About this task:
Pictures in the entries below are to be left out; otherwise, reproduce exactly the lines from the first through the line containing "height:10px; margin:-5px; padding:0".

(Dataset items)
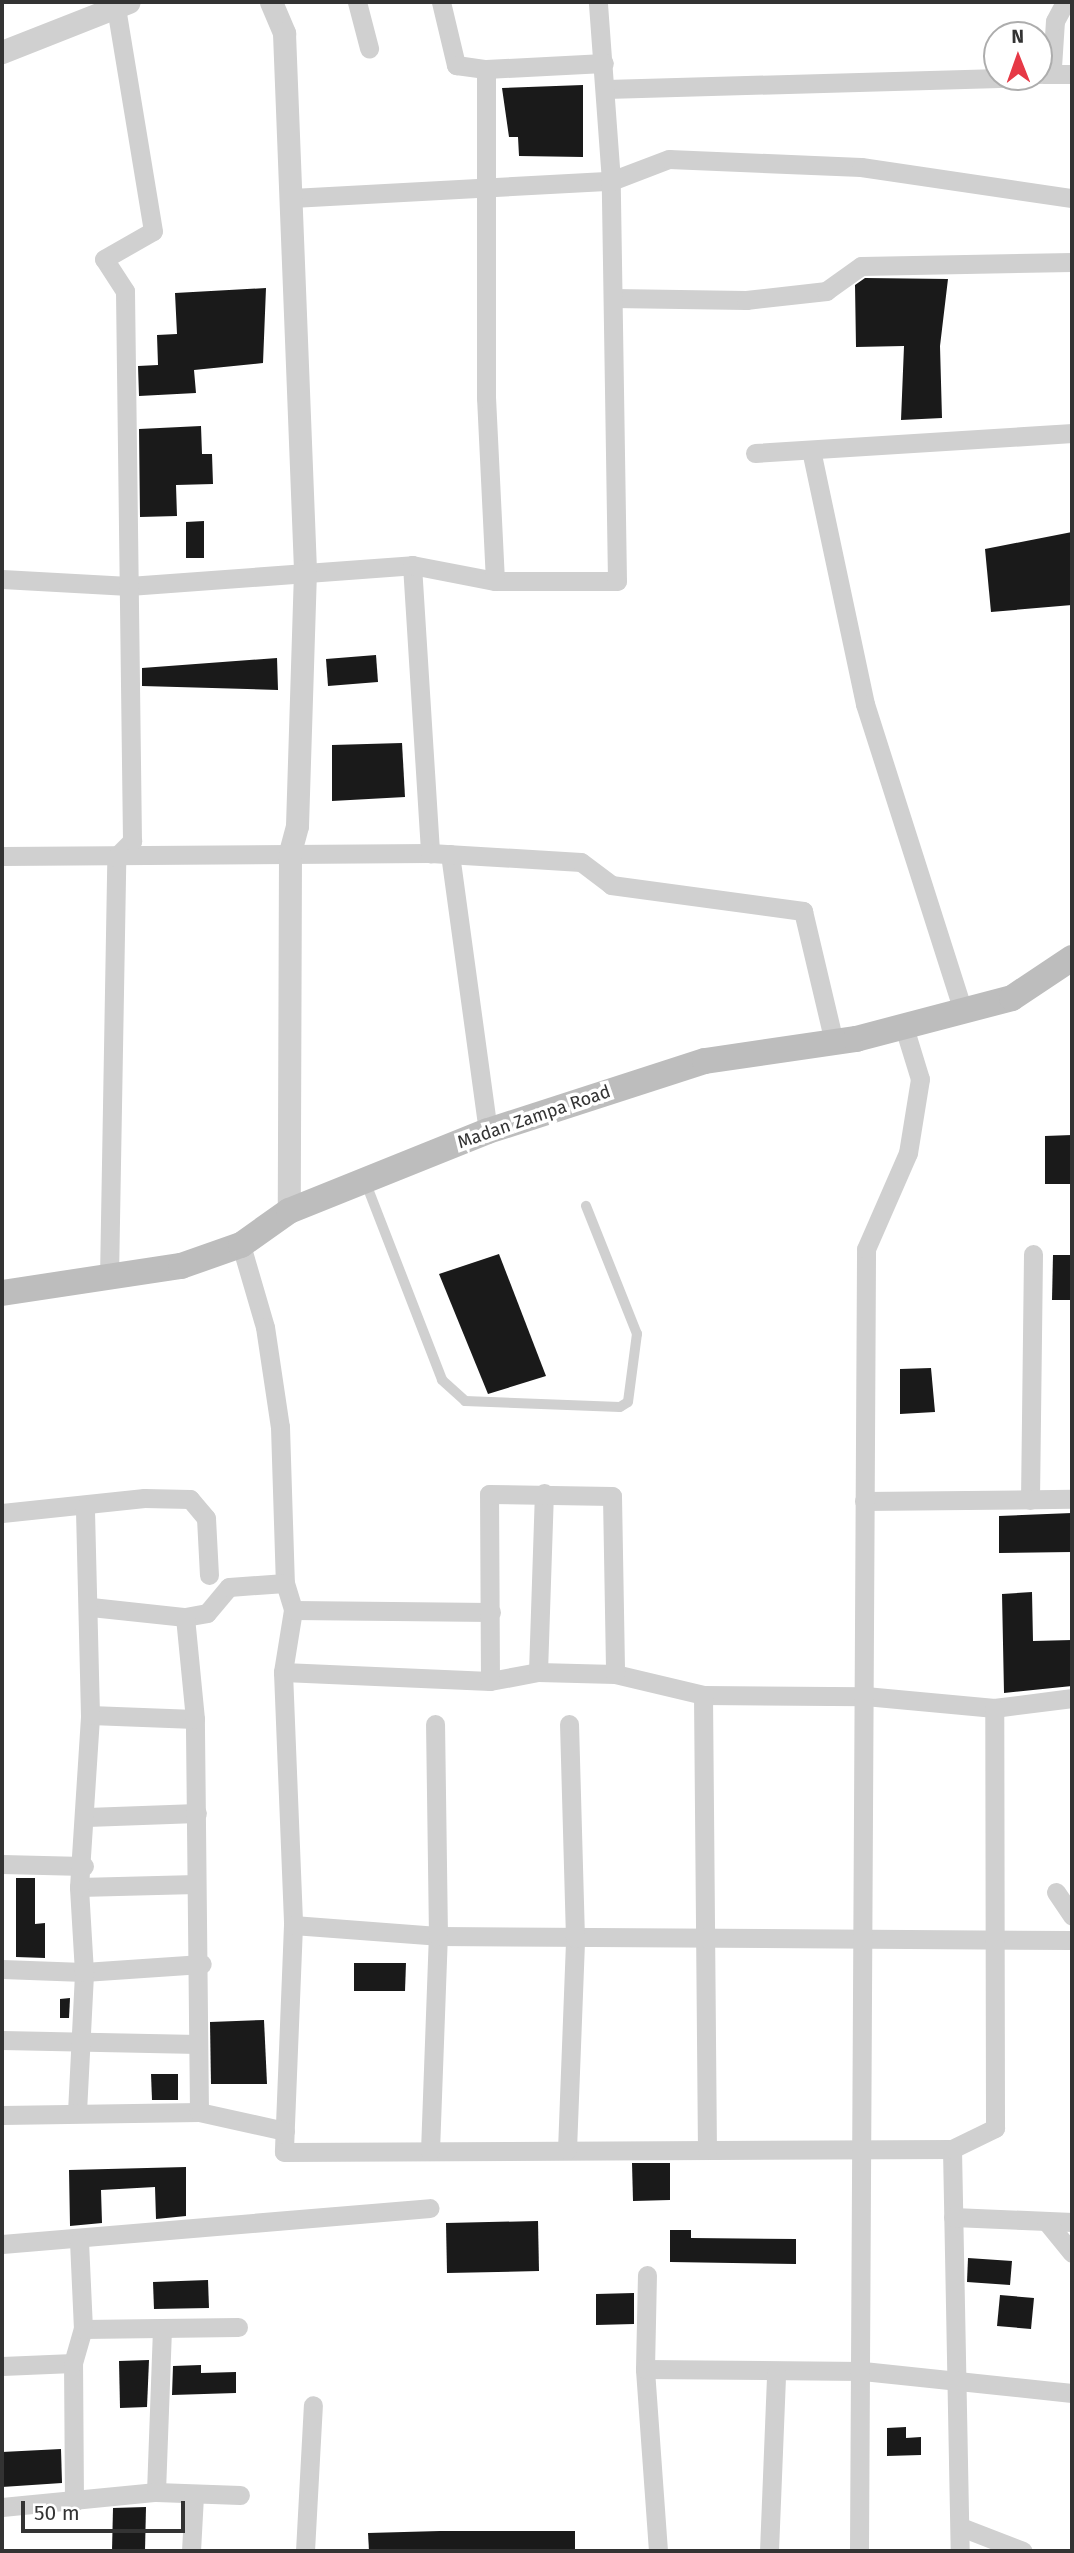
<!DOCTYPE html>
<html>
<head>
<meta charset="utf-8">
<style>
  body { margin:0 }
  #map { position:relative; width:1074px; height:2553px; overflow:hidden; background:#fff; font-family:"Fira Sans",sans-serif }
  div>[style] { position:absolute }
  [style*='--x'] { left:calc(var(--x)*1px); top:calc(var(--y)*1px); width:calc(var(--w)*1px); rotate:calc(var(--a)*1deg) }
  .building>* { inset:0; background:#1a1a1a }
  .service>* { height:10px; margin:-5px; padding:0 5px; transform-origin:5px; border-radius:5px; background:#d0d0d0 }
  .minor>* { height:19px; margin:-9.5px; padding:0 9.5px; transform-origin:9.5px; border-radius:9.5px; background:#d0d0d0 }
  .tertiary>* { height:23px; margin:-11.5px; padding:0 11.5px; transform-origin:11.5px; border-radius:11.5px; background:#d0d0d0 }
  .secondary>* { height:26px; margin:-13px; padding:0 13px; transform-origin:13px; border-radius:13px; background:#bdbdbd }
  span { translate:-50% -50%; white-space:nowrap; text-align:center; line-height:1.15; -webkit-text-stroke:7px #fff; paint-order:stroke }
  .street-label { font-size:18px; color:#333 }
  .frame { position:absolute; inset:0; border:4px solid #333; pointer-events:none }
  .north { position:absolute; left:983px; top:21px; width:70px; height:70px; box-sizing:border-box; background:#fff; border:2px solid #adadad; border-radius:50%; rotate:359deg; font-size:19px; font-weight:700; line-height:28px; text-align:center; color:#333 }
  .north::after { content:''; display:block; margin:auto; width:24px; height:32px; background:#e63946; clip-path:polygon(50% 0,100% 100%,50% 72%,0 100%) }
  .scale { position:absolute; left:21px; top:2501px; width:164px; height:32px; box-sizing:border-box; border:4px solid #333; border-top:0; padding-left:9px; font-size:21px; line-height:24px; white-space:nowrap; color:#333; -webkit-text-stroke:5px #fff; paint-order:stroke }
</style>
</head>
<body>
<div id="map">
  <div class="building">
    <div style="clip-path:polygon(583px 85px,583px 157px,519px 156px,518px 137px,509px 137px,502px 88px)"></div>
    <div style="clip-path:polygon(865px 278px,948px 279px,940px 346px,942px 418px,901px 420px,904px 346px,856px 347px,855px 285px)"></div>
    <div style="clip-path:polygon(266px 288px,263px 363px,194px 370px,196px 393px,139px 396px,138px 366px,158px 365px,157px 335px,177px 334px,175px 293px)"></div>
    <div style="clip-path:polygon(201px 426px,202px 454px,212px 454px,213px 484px,176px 485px,177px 516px,140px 517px,139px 429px)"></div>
    <div style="clip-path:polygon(204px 521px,204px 558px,186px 558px,186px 522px)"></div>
    <div style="clip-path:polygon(1072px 532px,1072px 605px,991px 612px,985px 549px)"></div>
    <div style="clip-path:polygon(376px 655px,378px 682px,328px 686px,326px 659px)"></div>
    <div style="clip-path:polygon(277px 658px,278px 690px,142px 686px,142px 668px)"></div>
    <div style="clip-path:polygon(402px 743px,405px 797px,332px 801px,332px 745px)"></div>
    <div style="clip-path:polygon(1072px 1135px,1072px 1184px,1045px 1184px,1045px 1136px)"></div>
    <div style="clip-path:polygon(499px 1254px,546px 1376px,488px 1394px,439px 1274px)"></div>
    <div style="clip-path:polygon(1053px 1255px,1072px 1255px,1072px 1300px,1052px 1300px)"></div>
    <div style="clip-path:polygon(931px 1368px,935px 1412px,900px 1414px,900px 1369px)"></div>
    <div style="clip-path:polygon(1072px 1513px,1072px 1552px,999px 1553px,999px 1516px)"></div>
    <div style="clip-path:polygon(1032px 1592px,1033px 1641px,1072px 1640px,1072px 1686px,1004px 1693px,1002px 1594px)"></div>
    <div style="clip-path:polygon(16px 1878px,35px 1878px,35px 1924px,45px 1923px,45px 1958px,16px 1957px)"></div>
    <div style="clip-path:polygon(354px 1963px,406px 1963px,405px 1991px,354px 1991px)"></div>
    <div style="clip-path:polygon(70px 1998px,69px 2018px,60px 2018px,60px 1999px)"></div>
    <div style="clip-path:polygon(264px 2020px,267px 2084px,211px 2084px,210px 2022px)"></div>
    <div style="clip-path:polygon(151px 2074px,178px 2074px,178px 2100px,152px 2100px)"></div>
    <div style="clip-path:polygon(632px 2163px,670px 2163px,670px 2200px,633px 2201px)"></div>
    <div style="clip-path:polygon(186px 2167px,186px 2216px,156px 2219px,155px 2187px,101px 2190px,102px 2223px,70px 2226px,69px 2170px)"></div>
    <div style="clip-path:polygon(538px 2221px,539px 2271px,447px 2273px,446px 2223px)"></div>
    <div style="clip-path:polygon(670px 2230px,691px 2230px,691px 2238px,796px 2239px,796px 2264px,670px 2262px)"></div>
    <div style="clip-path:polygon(968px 2258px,1012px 2261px,1010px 2285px,967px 2282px)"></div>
    <div style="clip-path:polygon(208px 2280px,209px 2308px,154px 2309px,153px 2282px)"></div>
    <div style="clip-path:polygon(634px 2293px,634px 2324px,596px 2325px,596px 2294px)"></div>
    <div style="clip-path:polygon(1000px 2295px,1034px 2298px,1031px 2329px,997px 2326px)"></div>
    <div style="clip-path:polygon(149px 2360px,147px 2407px,120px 2408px,119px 2361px)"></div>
    <div style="clip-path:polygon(201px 2365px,201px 2373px,236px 2372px,236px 2393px,172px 2395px,173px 2366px)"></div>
    <div style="clip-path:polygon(906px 2427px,906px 2438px,921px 2437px,921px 2455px,887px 2456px,887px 2428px)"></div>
    <div style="clip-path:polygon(61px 2449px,62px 2483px,2px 2487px,2px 2452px)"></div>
    <div style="clip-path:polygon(146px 2507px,145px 2551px,112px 2551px,113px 2508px)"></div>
    <div style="clip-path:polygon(440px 2531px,575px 2531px,575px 2551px,369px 2551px,368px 2533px)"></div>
  </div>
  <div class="service">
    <div style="--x:365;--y:1181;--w:213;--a:68.8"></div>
    <div style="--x:442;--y:1380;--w:31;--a:42"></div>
    <div style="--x:465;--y:1401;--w:155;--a:2.2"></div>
    <div style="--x:620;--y:1407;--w:9;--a:-32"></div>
    <div style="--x:628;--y:1402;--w:69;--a:-82.5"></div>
    <div style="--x:637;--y:1334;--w:138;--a:-111.7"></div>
  </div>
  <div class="minor">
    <div style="--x:357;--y:2;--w:48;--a:75.4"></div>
    <div style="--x:441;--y:2;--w:65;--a:76.6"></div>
    <div style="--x:456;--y:65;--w:30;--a:8"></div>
    <div style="--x:1039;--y:74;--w:15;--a:-28"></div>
    <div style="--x:1052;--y:67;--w:46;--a:-86.3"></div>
    <div style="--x:1055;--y:21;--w:21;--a:-62"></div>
    <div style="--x:1043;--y:74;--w:29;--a:0"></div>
    <div style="--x:606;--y:89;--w:422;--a:-1.6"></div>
    <div style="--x:292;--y:198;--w:319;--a:-3.1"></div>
    <div style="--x:611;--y:181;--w:62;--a:-20.8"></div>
    <div style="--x:669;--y:159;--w:192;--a:2.4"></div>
    <div style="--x:861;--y:167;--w:213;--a:8.4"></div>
    <div style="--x:613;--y:298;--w:133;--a:0.9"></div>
    <div style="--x:746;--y:300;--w:81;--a:-6.4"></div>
    <div style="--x:826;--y:291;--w:43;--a:-35.5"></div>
    <div style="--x:861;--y:266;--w:211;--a:-1.1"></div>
    <div style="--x:811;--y:450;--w:260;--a:78"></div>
    <div style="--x:865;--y:704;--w:323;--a:72.3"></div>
    <div style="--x:755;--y:453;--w:318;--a:-3.6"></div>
    <div style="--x:412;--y:565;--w:289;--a:86.4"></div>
    <div style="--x:2;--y:579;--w:127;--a:3.2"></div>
    <div style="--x:129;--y:586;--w:284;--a:-4.2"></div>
    <div style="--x:412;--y:565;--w:85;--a:10.9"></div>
    <div style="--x:495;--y:581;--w:122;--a:0"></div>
    <div style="--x:617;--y:581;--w:400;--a:-90.9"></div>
    <div style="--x:611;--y:181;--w:179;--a:-94.2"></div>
    <div style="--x:495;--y:581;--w:183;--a:-92.8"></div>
    <div style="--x:486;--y:398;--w:329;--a:-90"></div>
    <div style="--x:486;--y:69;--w:118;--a:-2.9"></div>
    <div style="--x:450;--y:854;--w:280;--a:82.2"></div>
    <div style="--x:2;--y:856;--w:428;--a:-0.4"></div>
    <div style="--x:430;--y:853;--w:151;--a:3.4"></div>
    <div style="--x:581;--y:862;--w:38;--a:37"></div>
    <div style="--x:611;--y:885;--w:194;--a:7.7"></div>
    <div style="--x:803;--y:911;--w:135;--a:76.7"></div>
    <div style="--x:241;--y:1245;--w:85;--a:73.7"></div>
    <div style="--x:265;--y:1327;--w:101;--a:81.5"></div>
    <div style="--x:280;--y:1427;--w:156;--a:88.2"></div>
    <div style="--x:285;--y:1583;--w:28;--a:73"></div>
    <div style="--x:293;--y:1610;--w:63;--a:99.2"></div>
    <div style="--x:283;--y:1672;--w:253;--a:87.7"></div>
    <div style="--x:293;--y:1925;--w:227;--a:92.3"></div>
    <div style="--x:284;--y:2152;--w:668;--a:-0.26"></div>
    <div style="--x:952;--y:2149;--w:402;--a:88.9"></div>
    <div style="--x:109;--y:1278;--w:421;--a:-89"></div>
    <div style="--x:116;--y:857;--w:23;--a:-45"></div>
    <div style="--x:132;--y:841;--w:550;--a:-90.73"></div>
    <div style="--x:125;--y:291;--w:38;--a:-123"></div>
    <div style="--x:104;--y:259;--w:56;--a:-29.7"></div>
    <div style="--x:153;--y:231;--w:226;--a:-99.4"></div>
    <div style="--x:1030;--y:1500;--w:246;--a:-89.3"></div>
    <div style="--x:864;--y:1501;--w:208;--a:-0.6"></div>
    <div style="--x:2;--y:1513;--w:143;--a:-6"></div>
    <div style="--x:144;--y:1498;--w:46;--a:1.2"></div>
    <div style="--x:190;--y:1499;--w:25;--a:50"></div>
    <div style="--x:206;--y:1518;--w:57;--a:87"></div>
    <div style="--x:91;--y:1607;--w:95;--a:6.1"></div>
    <div style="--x:185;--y:1617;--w:22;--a:-10"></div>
    <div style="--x:207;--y:1613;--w:34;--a:-50"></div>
    <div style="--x:229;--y:1587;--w:56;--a:-4.1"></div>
    <div style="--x:293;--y:1610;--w:198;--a:0.6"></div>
    <div style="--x:283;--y:1672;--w:207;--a:2.5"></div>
    <div style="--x:490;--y:1681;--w:49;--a:-10.6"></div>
    <div style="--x:538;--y:1672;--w:77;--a:1.5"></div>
    <div style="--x:615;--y:1674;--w:90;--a:13.4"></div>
    <div style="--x:703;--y:1695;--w:162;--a:0.4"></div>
    <div style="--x:865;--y:1696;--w:130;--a:5.3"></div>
    <div style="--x:994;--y:1708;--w:79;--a:-7.3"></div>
    <div style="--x:538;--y:1672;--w:179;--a:-88.1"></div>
    <div style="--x:490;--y:1681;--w:187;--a:-90.3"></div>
    <div style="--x:489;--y:1494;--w:123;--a:0.9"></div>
    <div style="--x:612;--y:1496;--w:178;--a:89"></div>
    <div style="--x:703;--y:1695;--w:455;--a:89.5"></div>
    <div style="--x:90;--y:1715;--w:105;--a:2.2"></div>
    <div style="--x:87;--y:1817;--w:110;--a:-2.1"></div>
    <div style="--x:2;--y:1864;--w:82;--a:1.4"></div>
    <div style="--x:79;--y:1887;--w:117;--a:-1.5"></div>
    <div style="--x:1056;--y:1892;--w:29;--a:56"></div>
    <div style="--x:293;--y:1925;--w:145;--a:4.3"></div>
    <div style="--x:438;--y:1936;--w:634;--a:0.36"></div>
    <div style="--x:2;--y:1969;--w:82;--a:2.1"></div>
    <div style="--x:84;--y:1972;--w:118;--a:-3.9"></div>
    <div style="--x:2;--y:2040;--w:196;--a:1.2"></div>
    <div style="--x:77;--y:2112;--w:140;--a:-87.1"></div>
    <div style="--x:84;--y:1972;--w:85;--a:-93.4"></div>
    <div style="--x:79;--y:1887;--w:172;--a:-86.3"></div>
    <div style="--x:90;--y:1715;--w:208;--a:-91.4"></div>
    <div style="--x:199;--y:2112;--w:88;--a:12.5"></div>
    <div style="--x:2;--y:2115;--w:197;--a:-0.9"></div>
    <div style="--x:199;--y:2112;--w:393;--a:-90.6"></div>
    <div style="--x:195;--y:1719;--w:102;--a:-95.6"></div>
    <div style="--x:952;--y:2149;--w:48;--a:-26"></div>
    <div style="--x:995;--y:2128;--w:420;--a:-90.1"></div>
    <div style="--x:567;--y:2150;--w:212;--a:-87.8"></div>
    <div style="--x:575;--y:1938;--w:214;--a:-91.6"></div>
    <div style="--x:430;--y:2151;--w:215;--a:-87.9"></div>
    <div style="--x:438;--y:1936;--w:212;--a:-90.8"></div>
    <div style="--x:953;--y:2217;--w:119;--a:2.4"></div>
    <div style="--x:1046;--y:2221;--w:41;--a:50.9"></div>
    <div style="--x:2;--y:2244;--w:429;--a:-4.8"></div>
    <div style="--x:83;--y:2329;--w:155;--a:-0.7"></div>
    <div style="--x:2;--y:2366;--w:71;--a:-2.4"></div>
    <div style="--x:645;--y:2369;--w:94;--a:-88.8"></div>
    <div style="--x:156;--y:2492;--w:164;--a:-87.9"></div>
    <div style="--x:74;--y:2502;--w:139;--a:-90.4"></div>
    <div style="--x:73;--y:2363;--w:35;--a:-74"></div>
    <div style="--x:83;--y:2329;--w:88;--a:-92.6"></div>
    <div style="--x:2;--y:2507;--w:155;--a:-5.6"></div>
    <div style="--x:156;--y:2492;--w:84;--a:2"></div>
    <div style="--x:961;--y:2527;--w:66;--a:21.2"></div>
    <div style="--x:191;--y:2551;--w:56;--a:-86.9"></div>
    <div style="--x:305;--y:2551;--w:146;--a:-86.9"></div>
    <div style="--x:658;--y:2551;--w:182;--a:-94.1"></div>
    <div style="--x:645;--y:2369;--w:218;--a:0.5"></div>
    <div style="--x:863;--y:2371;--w:210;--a:6"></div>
    <div style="--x:769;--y:2551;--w:178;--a:-87.7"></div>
    <div style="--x:859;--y:2551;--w:1302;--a:-89.69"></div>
    <div style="--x:866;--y:1249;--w:105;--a:-66.4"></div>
    <div style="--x:908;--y:1153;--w:75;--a:-80.8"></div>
    <div style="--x:920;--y:1079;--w:54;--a:-107.1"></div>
  </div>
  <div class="tertiary">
    <div style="--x:271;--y:2;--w:34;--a:67"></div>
    <div style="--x:284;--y:33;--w:538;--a:87.76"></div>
    <div style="--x:305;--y:571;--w:255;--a:91.8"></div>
    <div style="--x:297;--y:826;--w:28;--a:105"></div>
    <div style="--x:290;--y:853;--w:358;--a:90.2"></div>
    <div style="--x:2;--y:52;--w:136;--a:-21.5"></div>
  </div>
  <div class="secondary">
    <div style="--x:2;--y:1293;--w:181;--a:-8.6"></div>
    <div style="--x:181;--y:1266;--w:64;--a:-19.3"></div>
    <div style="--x:241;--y:1245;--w:59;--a:-35.3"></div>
    <div style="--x:289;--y:1211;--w:214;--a:-21.9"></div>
    <div style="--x:488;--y:1131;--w:228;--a:-17.9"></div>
    <div style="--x:705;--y:1061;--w:153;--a:-8.3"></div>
    <div style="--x:856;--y:1039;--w:161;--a:-14.7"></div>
    <div style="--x:1012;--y:998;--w:72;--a:-33.7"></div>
  </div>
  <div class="street-label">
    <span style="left:534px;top:1117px;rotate:-19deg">Madan Zampa Road</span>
  </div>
  <div class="frame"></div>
  <div class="north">N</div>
  <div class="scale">50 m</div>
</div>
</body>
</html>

Response:
<!DOCTYPE html>
<html>
<head>
<meta charset="utf-8">
<style>
  body { margin:0 }
  #map { position:relative; width:1074px; height:2553px; overflow:hidden; background:#fff; font-family:"Fira Sans",sans-serif }
  div>[style] { position:absolute }
  [style*='--x'] { left:calc(var(--x)*1px); top:calc(var(--y)*1px); width:calc(var(--w)*1px); rotate:calc(var(--a)*1deg) }
  .building>* { inset:0; background:#1a1a1a }
  .service>* { height:10px; margin:-5px; padding:0 5px; transform-origin:5px; border-radius:5px; background:#d0d0d0 }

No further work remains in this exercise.